Exercise brief: Look through the data that follows and copy each line with the string "inset".
*** Input records Section Begins ***
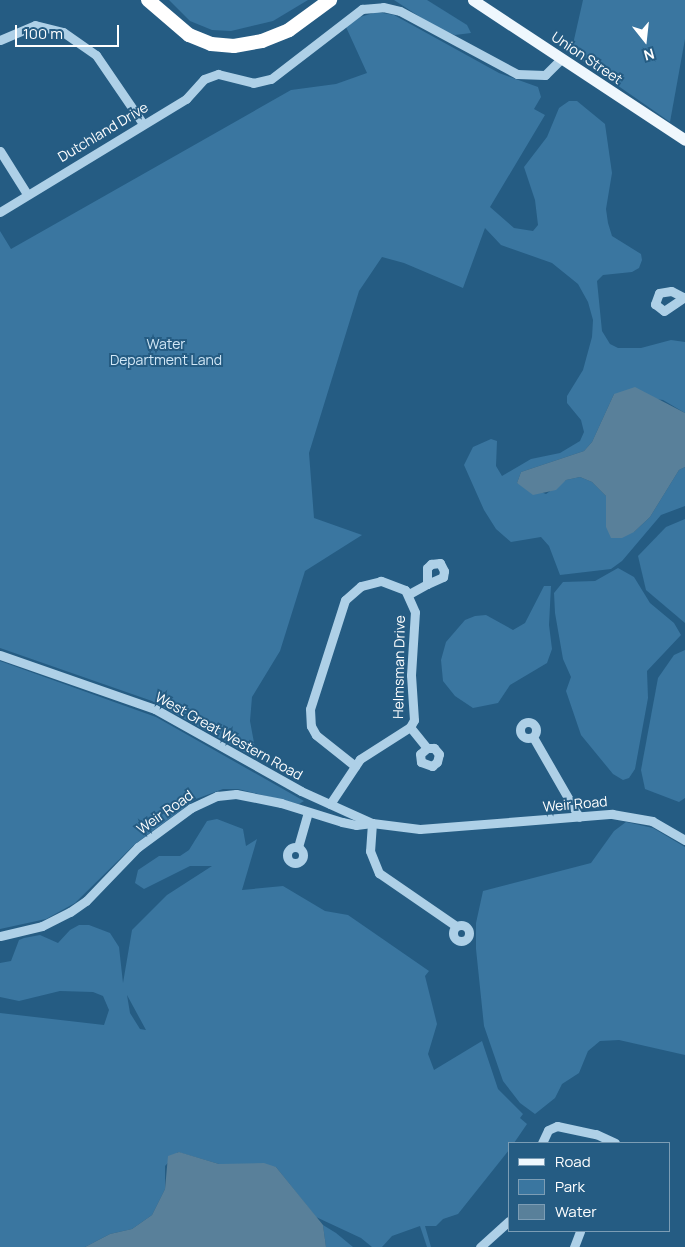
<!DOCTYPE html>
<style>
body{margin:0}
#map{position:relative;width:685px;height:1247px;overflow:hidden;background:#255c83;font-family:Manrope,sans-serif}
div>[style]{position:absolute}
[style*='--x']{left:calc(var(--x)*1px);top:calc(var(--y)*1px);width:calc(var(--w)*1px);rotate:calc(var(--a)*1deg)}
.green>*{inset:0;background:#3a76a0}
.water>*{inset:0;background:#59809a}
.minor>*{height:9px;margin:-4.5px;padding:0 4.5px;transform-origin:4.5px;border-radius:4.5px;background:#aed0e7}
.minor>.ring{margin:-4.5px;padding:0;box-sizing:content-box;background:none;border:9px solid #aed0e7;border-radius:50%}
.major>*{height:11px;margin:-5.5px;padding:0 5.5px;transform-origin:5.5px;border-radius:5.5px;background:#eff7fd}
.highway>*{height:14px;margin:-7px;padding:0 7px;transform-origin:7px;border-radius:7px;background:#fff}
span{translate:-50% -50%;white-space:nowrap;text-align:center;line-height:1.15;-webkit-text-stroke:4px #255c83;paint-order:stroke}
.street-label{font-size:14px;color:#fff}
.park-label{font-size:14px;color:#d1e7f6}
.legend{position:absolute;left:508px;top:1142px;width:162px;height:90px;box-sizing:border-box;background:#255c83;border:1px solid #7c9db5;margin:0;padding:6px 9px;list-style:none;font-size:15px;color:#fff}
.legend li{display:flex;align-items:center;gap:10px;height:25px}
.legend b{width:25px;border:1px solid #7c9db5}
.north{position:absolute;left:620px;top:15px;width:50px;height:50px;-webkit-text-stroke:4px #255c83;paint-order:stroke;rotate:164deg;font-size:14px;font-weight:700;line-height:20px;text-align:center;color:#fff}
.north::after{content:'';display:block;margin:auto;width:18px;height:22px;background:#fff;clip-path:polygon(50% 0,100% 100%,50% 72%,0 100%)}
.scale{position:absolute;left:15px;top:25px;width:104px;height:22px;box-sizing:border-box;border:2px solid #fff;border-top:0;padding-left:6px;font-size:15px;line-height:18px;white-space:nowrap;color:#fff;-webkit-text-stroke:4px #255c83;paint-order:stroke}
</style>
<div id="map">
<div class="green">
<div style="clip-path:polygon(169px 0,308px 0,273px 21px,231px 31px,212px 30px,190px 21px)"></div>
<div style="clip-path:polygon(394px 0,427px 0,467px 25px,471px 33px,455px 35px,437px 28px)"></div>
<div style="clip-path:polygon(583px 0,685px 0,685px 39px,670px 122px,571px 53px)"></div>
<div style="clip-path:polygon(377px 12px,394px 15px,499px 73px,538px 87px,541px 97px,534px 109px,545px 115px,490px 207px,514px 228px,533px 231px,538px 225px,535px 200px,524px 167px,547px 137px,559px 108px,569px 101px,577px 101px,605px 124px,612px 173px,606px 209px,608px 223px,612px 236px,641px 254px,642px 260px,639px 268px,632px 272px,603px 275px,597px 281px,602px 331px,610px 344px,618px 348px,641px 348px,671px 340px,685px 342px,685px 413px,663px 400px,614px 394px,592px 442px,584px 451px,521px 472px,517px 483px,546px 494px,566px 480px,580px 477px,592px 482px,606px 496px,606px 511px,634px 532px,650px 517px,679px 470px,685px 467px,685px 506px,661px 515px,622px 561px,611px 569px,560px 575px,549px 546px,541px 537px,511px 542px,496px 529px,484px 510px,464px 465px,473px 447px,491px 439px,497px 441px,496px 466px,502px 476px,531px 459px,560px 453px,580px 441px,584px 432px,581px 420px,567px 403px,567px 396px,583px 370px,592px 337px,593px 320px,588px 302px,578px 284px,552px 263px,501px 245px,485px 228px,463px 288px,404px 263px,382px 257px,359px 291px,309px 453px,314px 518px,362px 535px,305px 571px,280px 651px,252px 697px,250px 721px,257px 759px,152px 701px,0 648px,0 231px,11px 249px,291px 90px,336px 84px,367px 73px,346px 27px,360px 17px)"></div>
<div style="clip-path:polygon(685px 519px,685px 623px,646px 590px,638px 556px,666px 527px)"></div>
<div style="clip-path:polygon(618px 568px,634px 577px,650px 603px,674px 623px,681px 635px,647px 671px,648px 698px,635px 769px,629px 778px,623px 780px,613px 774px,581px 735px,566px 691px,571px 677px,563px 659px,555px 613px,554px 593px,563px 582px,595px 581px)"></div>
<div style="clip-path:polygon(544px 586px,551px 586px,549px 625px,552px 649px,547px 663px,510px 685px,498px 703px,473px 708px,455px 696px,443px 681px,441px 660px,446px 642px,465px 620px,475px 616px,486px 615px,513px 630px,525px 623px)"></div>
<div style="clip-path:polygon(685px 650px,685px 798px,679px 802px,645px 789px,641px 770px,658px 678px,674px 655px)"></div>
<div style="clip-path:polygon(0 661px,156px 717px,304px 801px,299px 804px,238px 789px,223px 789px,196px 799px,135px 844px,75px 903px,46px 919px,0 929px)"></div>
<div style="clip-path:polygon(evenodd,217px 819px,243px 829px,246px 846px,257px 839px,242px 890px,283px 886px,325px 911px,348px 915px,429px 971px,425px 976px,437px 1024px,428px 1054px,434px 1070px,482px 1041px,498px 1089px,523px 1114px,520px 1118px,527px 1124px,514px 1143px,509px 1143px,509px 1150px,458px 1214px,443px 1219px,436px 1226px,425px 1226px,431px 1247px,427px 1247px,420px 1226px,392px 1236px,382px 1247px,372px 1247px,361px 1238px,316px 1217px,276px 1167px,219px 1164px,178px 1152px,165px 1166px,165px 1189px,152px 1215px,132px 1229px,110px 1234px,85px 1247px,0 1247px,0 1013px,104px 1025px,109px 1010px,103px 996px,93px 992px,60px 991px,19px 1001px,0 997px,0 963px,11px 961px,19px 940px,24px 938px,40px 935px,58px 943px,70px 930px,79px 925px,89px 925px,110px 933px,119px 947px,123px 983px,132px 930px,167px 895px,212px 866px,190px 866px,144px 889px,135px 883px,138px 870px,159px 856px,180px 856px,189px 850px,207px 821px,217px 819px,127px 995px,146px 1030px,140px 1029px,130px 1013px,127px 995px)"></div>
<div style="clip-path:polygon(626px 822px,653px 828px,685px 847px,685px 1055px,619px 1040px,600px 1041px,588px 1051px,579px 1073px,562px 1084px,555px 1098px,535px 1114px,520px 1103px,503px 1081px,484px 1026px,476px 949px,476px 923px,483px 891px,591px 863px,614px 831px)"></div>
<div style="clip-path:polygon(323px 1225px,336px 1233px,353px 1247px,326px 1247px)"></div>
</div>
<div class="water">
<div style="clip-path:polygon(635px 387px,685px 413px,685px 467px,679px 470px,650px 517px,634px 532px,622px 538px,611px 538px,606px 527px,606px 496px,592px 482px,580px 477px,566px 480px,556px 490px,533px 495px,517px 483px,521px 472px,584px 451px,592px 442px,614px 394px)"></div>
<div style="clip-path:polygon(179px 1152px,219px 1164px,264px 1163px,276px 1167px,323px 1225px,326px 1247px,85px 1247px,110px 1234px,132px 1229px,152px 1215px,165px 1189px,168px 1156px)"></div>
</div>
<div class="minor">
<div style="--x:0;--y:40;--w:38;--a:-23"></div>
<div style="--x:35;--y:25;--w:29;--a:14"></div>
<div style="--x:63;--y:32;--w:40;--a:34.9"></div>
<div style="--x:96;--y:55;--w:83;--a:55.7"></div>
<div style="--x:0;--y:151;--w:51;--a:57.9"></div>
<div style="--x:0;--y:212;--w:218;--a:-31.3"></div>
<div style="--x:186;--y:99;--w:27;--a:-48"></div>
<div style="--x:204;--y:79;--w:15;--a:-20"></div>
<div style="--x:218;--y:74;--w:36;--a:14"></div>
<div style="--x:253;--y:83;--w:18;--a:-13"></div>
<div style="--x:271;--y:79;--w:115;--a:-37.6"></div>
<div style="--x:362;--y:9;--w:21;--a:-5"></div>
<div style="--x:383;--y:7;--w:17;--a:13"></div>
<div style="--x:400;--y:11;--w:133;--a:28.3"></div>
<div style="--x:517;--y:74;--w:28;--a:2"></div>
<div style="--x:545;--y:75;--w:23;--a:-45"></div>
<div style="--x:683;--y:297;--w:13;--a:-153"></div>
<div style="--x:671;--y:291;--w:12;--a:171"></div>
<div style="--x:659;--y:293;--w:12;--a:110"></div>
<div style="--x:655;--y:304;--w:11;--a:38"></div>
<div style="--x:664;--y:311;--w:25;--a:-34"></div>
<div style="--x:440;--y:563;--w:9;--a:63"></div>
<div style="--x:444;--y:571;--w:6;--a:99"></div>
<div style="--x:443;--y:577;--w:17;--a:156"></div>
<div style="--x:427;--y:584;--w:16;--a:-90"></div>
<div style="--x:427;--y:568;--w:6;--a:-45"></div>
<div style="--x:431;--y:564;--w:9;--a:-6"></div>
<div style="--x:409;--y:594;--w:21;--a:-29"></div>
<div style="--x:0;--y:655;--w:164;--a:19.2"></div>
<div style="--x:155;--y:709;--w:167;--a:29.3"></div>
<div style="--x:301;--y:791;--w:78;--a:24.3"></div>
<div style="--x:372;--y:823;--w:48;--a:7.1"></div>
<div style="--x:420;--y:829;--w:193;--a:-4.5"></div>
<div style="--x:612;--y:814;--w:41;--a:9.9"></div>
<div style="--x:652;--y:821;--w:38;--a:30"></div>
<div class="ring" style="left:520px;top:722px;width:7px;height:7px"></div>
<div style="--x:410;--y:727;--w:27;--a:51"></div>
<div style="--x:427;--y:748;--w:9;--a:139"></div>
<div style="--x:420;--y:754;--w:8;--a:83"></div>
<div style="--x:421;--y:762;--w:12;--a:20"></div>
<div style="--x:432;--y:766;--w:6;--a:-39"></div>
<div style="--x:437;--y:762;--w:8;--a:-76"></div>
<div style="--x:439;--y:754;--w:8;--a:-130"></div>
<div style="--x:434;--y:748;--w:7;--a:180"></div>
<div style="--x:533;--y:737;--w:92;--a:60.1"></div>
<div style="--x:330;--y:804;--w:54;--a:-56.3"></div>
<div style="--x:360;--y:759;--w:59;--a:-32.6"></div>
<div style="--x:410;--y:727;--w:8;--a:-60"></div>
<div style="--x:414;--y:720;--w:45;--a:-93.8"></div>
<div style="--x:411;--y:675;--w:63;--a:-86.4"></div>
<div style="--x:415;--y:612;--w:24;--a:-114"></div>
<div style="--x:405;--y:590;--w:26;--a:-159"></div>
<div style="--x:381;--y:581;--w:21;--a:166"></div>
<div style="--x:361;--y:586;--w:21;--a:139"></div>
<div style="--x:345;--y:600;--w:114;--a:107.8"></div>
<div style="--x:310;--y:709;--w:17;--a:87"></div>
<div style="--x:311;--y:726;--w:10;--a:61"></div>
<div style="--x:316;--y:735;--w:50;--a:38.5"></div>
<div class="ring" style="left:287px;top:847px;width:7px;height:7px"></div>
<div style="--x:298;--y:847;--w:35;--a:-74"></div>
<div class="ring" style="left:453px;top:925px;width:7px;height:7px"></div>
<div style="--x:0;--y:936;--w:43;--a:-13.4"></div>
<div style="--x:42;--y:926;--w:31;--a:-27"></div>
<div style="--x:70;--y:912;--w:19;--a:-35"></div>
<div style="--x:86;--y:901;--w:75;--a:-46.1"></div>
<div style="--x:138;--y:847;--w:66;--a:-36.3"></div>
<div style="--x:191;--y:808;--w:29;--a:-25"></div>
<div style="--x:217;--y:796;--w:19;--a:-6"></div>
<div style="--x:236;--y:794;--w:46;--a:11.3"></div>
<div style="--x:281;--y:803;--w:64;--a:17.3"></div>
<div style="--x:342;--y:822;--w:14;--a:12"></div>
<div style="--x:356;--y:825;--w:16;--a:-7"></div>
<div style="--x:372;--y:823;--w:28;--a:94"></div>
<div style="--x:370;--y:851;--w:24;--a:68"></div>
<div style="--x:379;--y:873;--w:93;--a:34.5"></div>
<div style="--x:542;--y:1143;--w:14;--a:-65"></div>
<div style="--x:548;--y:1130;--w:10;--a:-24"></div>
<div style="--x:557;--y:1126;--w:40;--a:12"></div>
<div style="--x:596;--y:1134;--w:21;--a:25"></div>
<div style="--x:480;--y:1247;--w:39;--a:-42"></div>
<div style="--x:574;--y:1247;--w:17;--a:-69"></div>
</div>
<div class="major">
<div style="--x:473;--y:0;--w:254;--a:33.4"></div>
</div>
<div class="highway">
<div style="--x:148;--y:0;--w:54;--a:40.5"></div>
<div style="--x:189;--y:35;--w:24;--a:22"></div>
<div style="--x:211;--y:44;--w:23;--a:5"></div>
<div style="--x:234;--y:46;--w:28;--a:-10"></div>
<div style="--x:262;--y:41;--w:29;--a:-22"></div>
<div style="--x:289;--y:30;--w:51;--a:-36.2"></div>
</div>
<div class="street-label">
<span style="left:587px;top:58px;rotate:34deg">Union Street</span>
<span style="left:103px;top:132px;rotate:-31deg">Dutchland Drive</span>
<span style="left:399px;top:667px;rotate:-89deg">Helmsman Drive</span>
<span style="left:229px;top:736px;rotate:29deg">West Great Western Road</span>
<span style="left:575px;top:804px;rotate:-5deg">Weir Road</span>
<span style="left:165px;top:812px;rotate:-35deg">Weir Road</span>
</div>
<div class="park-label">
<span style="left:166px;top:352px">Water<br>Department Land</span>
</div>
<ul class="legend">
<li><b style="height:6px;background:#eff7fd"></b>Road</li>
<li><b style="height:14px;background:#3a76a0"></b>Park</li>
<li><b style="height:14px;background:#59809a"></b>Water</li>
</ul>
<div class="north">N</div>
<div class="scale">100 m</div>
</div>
*** Input records Section Ends ***
Result:
.green>*{inset:0;background:#3a76a0}
.water>*{inset:0;background:#59809a}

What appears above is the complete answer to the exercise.